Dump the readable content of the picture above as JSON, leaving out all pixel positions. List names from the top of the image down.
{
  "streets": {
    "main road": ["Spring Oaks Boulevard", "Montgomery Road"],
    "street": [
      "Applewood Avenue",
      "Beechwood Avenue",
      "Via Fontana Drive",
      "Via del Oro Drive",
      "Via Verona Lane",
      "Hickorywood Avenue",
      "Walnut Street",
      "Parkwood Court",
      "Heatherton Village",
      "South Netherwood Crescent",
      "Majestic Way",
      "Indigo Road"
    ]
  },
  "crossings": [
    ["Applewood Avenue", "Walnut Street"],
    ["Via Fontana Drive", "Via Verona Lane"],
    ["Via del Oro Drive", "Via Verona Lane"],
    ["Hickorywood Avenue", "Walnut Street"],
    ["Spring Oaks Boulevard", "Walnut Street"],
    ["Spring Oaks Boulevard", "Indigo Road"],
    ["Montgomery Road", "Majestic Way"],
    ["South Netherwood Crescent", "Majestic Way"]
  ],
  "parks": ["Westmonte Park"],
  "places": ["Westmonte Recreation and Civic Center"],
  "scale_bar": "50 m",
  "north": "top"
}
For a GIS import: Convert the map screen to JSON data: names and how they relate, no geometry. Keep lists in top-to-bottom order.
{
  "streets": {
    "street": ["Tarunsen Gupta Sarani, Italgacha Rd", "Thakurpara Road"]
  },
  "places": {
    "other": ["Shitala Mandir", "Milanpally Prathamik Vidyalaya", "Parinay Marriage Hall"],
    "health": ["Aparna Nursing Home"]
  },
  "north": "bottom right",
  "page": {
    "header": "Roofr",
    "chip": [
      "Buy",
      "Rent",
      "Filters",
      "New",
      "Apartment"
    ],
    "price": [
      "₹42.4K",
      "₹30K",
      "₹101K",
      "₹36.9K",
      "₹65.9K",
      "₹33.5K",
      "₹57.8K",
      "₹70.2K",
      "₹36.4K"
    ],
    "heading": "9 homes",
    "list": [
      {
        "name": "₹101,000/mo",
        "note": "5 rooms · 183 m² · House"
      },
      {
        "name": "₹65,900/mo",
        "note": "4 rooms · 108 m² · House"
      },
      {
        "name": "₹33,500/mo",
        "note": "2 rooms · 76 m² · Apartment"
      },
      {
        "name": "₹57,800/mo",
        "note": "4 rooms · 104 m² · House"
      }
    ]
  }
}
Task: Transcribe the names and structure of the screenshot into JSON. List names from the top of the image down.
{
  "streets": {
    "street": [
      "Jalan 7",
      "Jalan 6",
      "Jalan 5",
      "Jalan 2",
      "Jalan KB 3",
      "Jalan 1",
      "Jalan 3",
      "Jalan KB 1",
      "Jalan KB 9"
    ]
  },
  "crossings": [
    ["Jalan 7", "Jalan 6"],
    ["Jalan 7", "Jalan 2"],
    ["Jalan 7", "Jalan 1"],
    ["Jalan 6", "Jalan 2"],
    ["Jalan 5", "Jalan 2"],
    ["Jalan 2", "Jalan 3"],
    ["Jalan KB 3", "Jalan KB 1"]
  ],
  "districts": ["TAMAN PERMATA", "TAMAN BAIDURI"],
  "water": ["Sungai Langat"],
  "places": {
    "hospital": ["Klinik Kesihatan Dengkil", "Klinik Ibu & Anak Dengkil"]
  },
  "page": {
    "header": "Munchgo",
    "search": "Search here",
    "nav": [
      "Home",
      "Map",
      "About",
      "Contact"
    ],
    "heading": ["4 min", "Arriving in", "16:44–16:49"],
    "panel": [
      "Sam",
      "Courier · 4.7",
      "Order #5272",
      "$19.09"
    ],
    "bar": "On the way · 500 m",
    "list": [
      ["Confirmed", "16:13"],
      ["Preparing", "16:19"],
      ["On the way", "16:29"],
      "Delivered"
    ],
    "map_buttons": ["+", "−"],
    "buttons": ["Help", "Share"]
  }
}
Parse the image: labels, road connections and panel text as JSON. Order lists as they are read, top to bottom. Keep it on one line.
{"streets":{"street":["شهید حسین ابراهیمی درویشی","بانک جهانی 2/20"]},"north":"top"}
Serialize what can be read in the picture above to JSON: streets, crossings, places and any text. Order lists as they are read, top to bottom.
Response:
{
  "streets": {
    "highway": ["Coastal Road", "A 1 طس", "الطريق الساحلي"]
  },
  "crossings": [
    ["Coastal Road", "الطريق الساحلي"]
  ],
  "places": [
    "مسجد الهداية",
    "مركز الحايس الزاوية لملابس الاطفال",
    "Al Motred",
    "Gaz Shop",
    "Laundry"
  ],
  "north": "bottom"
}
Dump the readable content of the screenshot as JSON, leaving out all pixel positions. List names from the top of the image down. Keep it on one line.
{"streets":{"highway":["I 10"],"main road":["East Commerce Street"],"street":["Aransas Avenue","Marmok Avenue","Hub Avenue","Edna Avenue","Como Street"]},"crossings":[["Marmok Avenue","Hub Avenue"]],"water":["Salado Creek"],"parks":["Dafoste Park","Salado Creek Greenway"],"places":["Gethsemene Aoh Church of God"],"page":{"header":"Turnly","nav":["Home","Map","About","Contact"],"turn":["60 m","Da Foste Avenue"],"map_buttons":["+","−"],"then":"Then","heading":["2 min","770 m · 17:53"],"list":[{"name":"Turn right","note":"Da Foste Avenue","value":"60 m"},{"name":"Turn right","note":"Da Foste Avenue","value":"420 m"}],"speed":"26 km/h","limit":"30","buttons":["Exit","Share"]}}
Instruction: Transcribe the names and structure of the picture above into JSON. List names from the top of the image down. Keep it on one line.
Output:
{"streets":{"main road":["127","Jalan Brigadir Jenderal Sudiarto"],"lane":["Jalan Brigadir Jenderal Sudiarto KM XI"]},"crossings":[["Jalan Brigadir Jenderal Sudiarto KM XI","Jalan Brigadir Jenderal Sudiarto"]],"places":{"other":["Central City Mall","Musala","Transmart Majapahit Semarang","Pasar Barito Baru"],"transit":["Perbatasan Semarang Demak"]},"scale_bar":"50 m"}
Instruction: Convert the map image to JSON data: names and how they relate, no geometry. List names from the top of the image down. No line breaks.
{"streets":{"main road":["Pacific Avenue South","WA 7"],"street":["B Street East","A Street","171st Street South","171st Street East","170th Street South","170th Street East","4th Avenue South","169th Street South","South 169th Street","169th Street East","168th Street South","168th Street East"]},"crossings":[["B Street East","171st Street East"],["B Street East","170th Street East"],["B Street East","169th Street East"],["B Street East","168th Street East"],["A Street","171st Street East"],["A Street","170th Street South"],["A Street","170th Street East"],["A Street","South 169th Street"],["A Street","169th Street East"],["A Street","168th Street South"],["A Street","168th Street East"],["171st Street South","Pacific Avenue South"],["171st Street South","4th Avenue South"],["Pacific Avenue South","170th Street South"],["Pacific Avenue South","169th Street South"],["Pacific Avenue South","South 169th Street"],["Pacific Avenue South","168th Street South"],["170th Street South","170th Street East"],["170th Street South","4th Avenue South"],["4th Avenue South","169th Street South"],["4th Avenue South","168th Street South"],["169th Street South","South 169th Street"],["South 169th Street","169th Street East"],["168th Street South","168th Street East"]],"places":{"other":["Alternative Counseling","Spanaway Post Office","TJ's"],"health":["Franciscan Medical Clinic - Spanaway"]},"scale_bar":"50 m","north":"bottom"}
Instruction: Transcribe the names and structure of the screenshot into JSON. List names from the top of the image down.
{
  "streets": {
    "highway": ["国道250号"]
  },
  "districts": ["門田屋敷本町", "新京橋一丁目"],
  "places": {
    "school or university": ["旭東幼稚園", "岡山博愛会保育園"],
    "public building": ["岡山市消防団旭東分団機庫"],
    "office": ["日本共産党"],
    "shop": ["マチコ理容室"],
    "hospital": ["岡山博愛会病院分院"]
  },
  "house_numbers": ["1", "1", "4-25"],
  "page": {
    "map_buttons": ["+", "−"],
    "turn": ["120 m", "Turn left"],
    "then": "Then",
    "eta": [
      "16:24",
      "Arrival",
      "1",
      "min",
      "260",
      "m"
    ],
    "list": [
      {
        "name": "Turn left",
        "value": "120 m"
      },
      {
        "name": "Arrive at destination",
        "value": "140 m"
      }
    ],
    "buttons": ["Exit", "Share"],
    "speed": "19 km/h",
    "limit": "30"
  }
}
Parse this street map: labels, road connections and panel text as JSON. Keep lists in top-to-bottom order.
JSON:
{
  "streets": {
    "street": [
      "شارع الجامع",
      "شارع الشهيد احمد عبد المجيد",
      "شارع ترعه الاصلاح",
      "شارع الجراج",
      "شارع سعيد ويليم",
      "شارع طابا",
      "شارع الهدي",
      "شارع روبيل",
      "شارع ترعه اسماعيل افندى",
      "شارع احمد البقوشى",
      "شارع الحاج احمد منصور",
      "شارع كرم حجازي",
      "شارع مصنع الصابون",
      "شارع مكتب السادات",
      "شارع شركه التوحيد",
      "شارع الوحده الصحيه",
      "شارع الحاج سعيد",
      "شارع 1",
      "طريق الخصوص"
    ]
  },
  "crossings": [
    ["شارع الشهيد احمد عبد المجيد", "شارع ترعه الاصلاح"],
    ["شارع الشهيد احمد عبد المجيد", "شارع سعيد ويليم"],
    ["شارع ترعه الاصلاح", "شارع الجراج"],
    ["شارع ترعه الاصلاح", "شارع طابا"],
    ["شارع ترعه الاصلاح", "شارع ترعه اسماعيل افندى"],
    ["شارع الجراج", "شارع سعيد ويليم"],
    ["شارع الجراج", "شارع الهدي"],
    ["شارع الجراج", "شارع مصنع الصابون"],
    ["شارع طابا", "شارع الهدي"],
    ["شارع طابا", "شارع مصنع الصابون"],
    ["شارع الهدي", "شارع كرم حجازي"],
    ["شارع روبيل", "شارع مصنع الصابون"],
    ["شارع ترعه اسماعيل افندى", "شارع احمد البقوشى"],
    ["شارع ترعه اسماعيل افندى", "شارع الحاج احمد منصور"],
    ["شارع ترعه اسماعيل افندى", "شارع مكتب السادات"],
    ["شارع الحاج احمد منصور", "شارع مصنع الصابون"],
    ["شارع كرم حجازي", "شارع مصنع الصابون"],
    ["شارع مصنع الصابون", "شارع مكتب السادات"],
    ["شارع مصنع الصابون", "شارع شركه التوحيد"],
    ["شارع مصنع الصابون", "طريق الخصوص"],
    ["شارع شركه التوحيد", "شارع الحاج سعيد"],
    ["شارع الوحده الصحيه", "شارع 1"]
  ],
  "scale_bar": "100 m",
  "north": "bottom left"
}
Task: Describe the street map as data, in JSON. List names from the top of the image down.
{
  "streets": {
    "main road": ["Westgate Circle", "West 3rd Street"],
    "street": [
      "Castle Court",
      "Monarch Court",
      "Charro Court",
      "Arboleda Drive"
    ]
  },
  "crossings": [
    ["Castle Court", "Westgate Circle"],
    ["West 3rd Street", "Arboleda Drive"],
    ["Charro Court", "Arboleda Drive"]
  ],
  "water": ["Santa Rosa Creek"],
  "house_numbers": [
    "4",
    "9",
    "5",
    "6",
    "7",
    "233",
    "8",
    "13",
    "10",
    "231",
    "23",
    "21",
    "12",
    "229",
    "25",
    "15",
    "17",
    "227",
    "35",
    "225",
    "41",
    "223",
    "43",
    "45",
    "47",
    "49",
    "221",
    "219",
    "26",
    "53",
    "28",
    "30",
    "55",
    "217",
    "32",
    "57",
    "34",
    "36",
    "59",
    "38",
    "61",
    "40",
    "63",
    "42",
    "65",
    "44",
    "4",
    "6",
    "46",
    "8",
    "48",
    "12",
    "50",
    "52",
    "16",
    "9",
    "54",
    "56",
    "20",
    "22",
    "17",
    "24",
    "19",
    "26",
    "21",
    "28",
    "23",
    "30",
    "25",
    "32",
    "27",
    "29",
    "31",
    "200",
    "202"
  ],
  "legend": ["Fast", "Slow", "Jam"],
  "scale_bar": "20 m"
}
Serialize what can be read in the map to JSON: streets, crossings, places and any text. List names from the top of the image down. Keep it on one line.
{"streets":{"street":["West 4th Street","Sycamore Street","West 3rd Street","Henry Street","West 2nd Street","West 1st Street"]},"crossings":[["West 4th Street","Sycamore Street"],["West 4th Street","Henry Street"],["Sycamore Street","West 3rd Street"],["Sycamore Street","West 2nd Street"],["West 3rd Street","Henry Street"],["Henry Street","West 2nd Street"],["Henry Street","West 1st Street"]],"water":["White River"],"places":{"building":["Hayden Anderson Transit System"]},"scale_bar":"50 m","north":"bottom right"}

▶ **EXERCISE DIRECTIONS**
Pull every line containing "Turn" out of the entries.

▶ **REPLY**
{"streets":{"highway":["I 10"],"main road":["East Commerce Street"],"street":["Aransas Avenue","Marmok Avenue","Hub Avenue","Edna Avenue","Como Street"]},"crossings":[["Marmok Avenue","Hub Avenue"]],"water":["Salado Creek"],"parks":["Dafoste Park","Salado Creek Greenway"],"places":["Gethsemene Aoh Church of God"],"page":{"header":"Turnly","nav":["Home","Map","About","Contact"],"turn":["60 m","Da Foste Avenue"],"map_buttons":["+","−"],"then":"Then","heading":["2 min","770 m · 17:53"],"list":[{"name":"Turn right","note":"Da Foste Avenue","value":"60 m"},{"name":"Turn right","note":"Da Foste Avenue","value":"420 m"}],"speed":"26 km/h","limit":"30","buttons":["Exit","Share"]}}
    "turn": ["120 m", "Turn left"],
        "name": "Turn left",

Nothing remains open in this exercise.